9. SIR ROPER LETHBRIDGE, K.C.I.E.
All that need be said of the warm friendship and deep respect felt for Mr Lahiri by the editor of this Biography has already been said in the Introduction.
10. SIR HENRY COTTON, K. C.S.I.
Like so many other English friends of Mr Lahiri, Sir Henry Cotton was first known to him when serving in the Nadia district. Throughout the whole of a distinguished official career, Sir Henry's interest in the veteran reformer never flagged. At the time of Ramtanu's death Sir Henry Cotton was Chief Commissioner of Assam; and he thus wrote to Mr Sharat Kumar Lahiri from Shillong:
"Your father died in the fulness of years and was, I believe, the last of a generation who profoundly influenced modern thought in Bengal more than sixty years ago. Probably there is now no man alive who was personally associated with Derozio and David Hare. It is a pleasure to me to remember that I met your father on several occasions and to recall the kindly manner in which he would speak to me of bygone days. Babu Ramtanu Lahiri led a blameless life, and his exemplary character remains as a guide and beacon to your countrymen at the present time.

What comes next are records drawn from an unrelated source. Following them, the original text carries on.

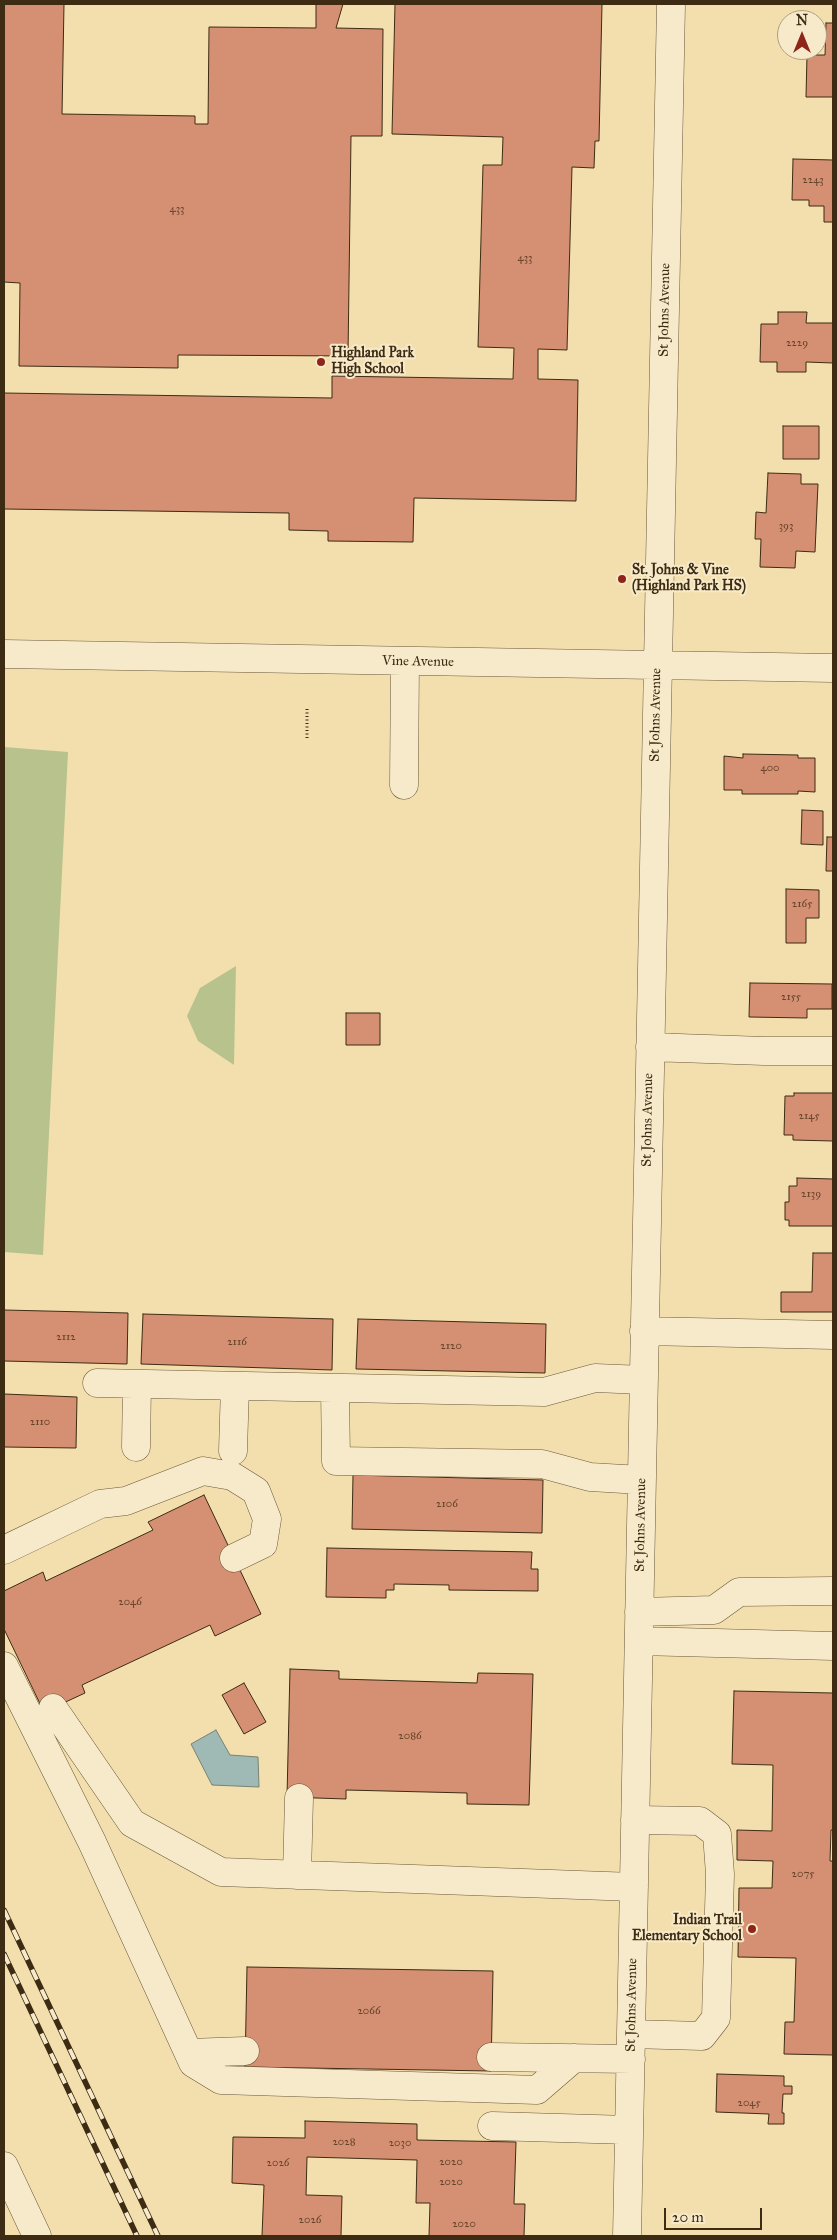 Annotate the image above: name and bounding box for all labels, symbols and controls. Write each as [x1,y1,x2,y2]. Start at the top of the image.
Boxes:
north arrow [777,10,827,60]
text: N [796,12,808,29]
house number: 2243 [802,173,824,187]
house number: 433 [170,202,184,216]
house number: 433 [518,251,532,265]
street label: St Johns Avenue [656,263,674,357]
house number: 2229 [786,336,808,350]
place label: Highland Park High School [331,346,414,378]
marker: Highland Park High School [315,356,327,368]
house number: 393 [779,519,793,533]
place label: St. Johns & Vine (Highland Park HS) [632,563,746,596]
marker: St. Johns & Vine (Highland Park HS) [616,573,628,585]
street label: Vine Avenue [382,653,454,671]
street label: St Johns Avenue [647,668,665,762]
house number: 400 [761,761,779,775]
house number: 2165 [792,897,812,911]
house number: 2155 [781,990,801,1004]
street label: St Johns Avenue [639,1073,657,1167]
house number: 2145 [798,1109,820,1123]
house number: 2139 [801,1187,821,1201]
house number: 2112 [56,1330,76,1344]
house number: 2116 [227,1335,247,1349]
house number: 2120 [440,1339,462,1353]
house number: 2110 [30,1415,50,1429]
street label: St Johns Avenue [632,1478,650,1572]
house number: 2106 [436,1497,458,1511]
house number: 2046 [118,1595,142,1609]
house number: 2086 [398,1729,422,1743]
house number: 2075 [792,1867,814,1881]
place label: Indian Trail Elementary School [632,1913,742,1945]
marker: Indian Trail Elementary School [746,1923,758,1935]
street label: St Johns Avenue [623,1958,641,2052]
house number: 2066 [357,2004,381,2018]
house number: 2045 [737,2096,761,2110]
house number: 2028 [332,2135,356,2149]
house number: 2030 [389,2136,411,2150]
house number: 2020 [439,2155,463,2169]
house number: 2026 [267,2156,289,2170]
house number: 2020 [439,2175,463,2189]
scale bar [667,2198,764,2230]
text: 20 m [672,2208,704,2226]
house number: 2026 [299,2213,321,2227]
house number: 2020 [452,2217,476,2231]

I offer you my sincere condolence in your loss."
11. MR WILLIAM BENJAMIN OLDHAM, C.I.E.
Mr Oldham, another valued friend of Ramtanu Lahiri, was at one time an official in Nadia, and was a member of the Bengal Board of Revenue in 1900.
12. SIR JAMES WESTLAND, K.C.S.I.
1842-1903
Sir James Westland, who was Finance Minister of India from 1893 to 1899, thus wrote of Mr Lahiri on the occasion of his death, in 1898:
“Before receipt of your letter I had seen a newspaper notice of the death of your venerable father, Babu Ramtanu Lahiri, and it recalled to my mind the occasion on which I first made his acquaintance—namely, the marriage of his daughter at Krishnagar, somewhere about 1867, at which I was present. Babu Ramtanu Lahiri was even then a man advanced in years, and he was one for whom I entertained a great respect, in common with many others of my friends at that station.
“I feel it an honour that his family should so far have remembered the past days of my acquaintance with him as to invite me to the memorial service, and I would certainly have been present had I been in Calcutta. I shall be much obliged by your communicating to the deceased gentleman’s family my sympathy with them in the loss they have sustained.”
13, 14, 15, 16. Professor Norman Chevers, Professor S. Lobb, Professor Rowe, the Hon. Mr Grimley.
Among the English sympathisers with Ramtanu Lahiri in his work of reform in Bengal, the names of these gentlemen ought to be included.